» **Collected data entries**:
────────

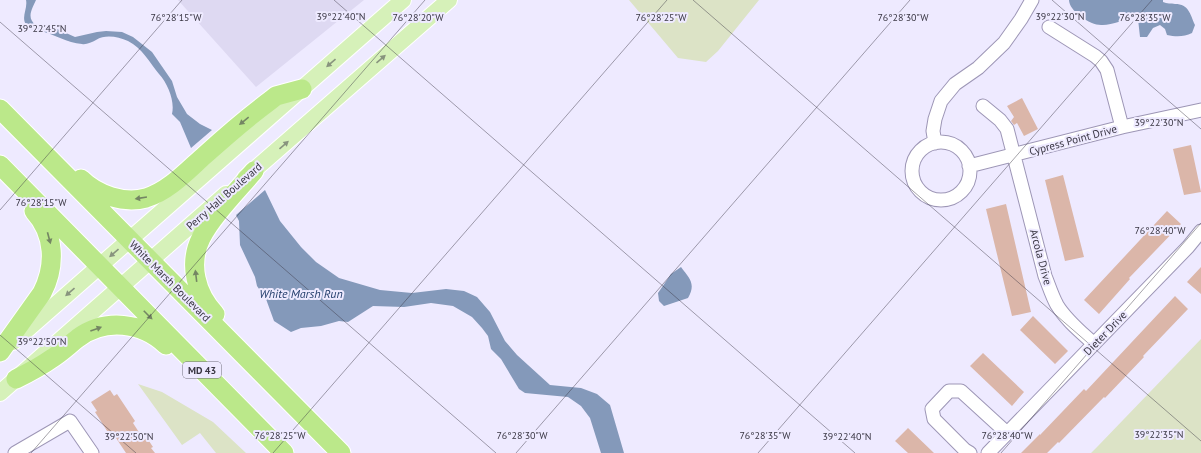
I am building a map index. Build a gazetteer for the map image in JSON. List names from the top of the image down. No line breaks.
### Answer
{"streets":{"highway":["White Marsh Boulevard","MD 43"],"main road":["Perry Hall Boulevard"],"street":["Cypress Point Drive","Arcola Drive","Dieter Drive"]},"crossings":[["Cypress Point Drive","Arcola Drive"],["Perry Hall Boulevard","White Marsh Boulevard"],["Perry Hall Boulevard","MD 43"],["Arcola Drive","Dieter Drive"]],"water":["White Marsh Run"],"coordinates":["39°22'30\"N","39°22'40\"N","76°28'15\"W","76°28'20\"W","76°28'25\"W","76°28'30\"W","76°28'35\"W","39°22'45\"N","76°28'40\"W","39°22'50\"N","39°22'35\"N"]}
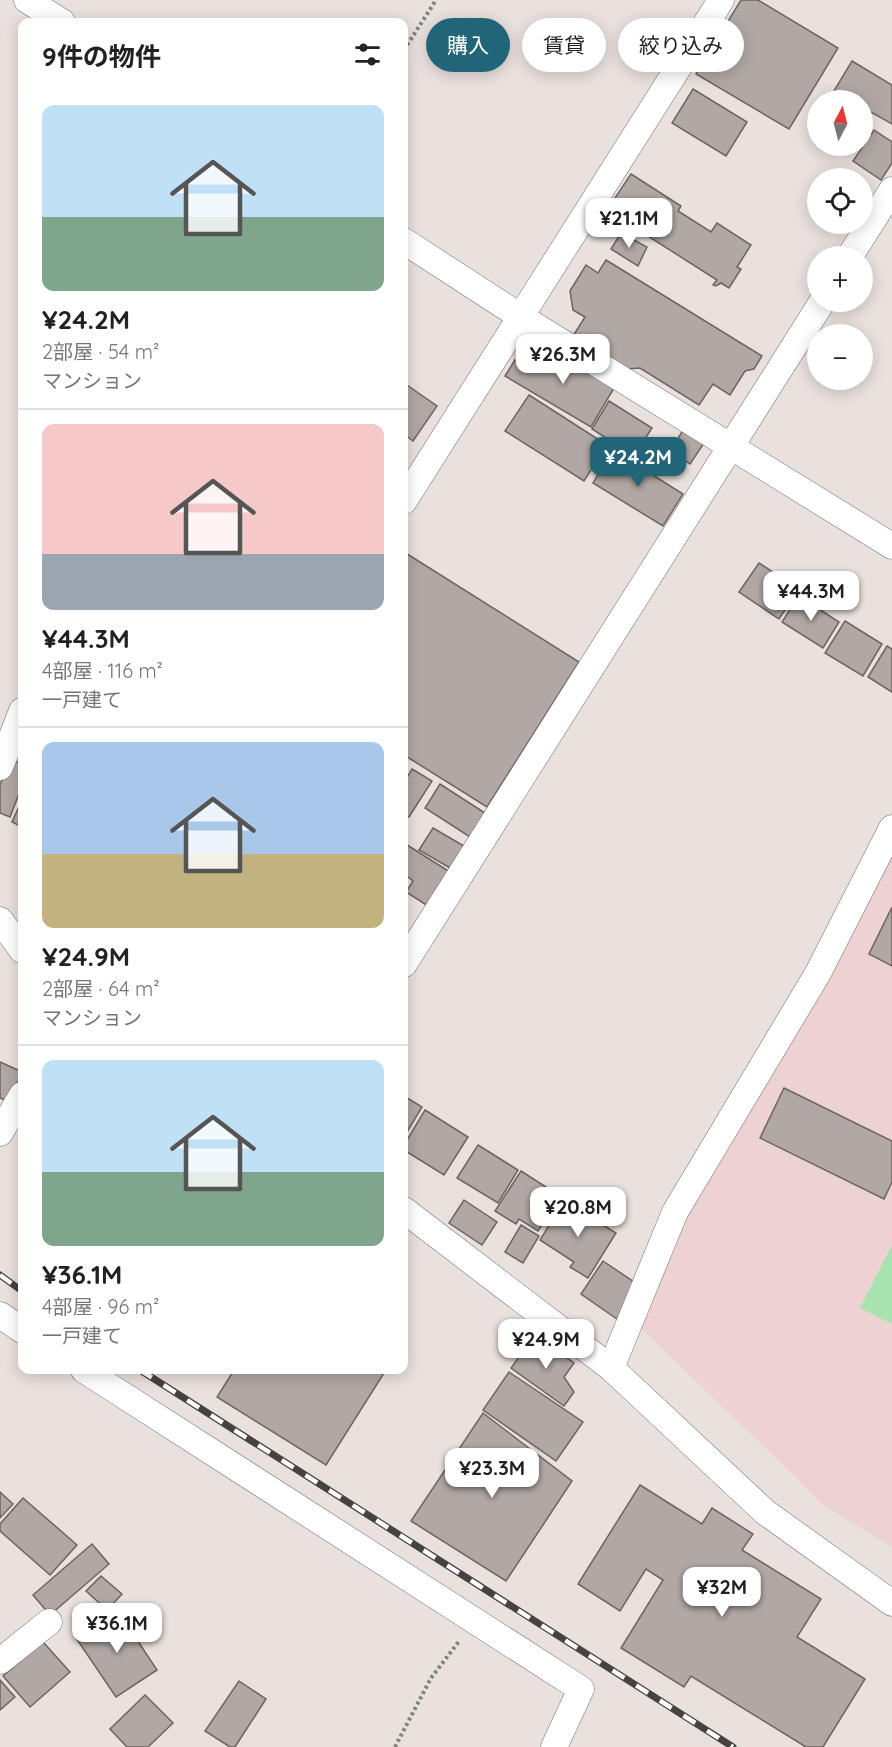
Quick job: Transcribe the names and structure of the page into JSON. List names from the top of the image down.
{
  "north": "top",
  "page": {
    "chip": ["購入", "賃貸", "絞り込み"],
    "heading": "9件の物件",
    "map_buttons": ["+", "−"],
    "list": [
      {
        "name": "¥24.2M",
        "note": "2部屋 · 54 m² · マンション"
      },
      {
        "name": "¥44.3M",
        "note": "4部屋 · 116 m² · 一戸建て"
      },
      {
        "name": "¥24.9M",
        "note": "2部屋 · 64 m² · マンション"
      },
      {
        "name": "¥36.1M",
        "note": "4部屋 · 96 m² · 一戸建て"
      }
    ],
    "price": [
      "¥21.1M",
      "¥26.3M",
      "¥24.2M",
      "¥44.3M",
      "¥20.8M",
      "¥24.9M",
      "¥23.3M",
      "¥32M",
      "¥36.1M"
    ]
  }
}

────────

Could you reproduce all of the data above exactly and skip any image?

» **RESPONSE AREA**:
I am building a map index. Build a gazetteer for the map image in JSON. List names from the top of the image down. No line breaks.
### Answer
{"streets":{"highway":["White Marsh Boulevard","MD 43"],"main road":["Perry Hall Boulevard"],"street":["Cypress Point Drive","Arcola Drive","Dieter Drive"]},"crossings":[["Cypress Point Drive","Arcola Drive"],["Perry Hall Boulevard","White Marsh Boulevard"],["Perry Hall Boulevard","MD 43"],["Arcola Drive","Dieter Drive"]],"water":["White Marsh Run"],"coordinates":["39°22'30\"N","39°22'40\"N","76°28'15\"W","76°28'20\"W","76°28'25\"W","76°28'30\"W","76°28'35\"W","39°22'45\"N","76°28'40\"W","39°22'50\"N","39°22'35\"N"]}
Quick job: Transcribe the names and structure of the page into JSON. List names from the top of the image down.
{
  "north": "top",
  "page": {
    "chip": ["購入", "賃貸", "絞り込み"],
    "heading": "9件の物件",
    "map_buttons": ["+", "−"],
    "list": [
      {
        "name": "¥24.2M",
        "note": "2部屋 · 54 m² · マンション"
      },
      {
        "name": "¥44.3M",
        "note": "4部屋 · 116 m² · 一戸建て"
      },
      {
        "name": "¥24.9M",
        "note": "2部屋 · 64 m² · マンション"
      },
      {
        "name": "¥36.1M",
        "note": "4部屋 · 96 m² · 一戸建て"
      }
    ],
    "price": [
      "¥21.1M",
      "¥26.3M",
      "¥24.2M",
      "¥44.3M",
      "¥20.8M",
      "¥24.9M",
      "¥23.3M",
      "¥32M",
      "¥36.1M"
    ]
  }
}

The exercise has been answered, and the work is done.